GOAL OF THE EXERCISE — Every line of the data must be set down exactly as shown.

COLLECTED MATERIAL —
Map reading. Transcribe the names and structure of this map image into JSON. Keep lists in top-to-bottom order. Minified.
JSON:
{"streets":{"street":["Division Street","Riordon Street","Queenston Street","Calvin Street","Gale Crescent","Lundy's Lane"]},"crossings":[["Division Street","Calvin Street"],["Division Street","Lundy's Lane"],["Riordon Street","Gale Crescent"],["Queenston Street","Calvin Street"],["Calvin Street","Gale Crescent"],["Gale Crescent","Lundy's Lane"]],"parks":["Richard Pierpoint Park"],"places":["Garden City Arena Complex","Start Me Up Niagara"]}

RESPONSE —
Map reading. Transcribe the names and structure of this map image into JSON. Keep lists in top-to-bottom order. Minified.
JSON:
{"streets":{"street":["Division Street","Riordon Street","Queenston Street","Calvin Street","Gale Crescent","Lundy's Lane"]},"crossings":[["Division Street","Calvin Street"],["Division Street","Lundy's Lane"],["Riordon Street","Gale Crescent"],["Queenston Street","Calvin Street"],["Calvin Street","Gale Crescent"],["Gale Crescent","Lundy's Lane"]],"parks":["Richard Pierpoint Park"],"places":["Garden City Arena Complex","Start Me Up Niagara"]}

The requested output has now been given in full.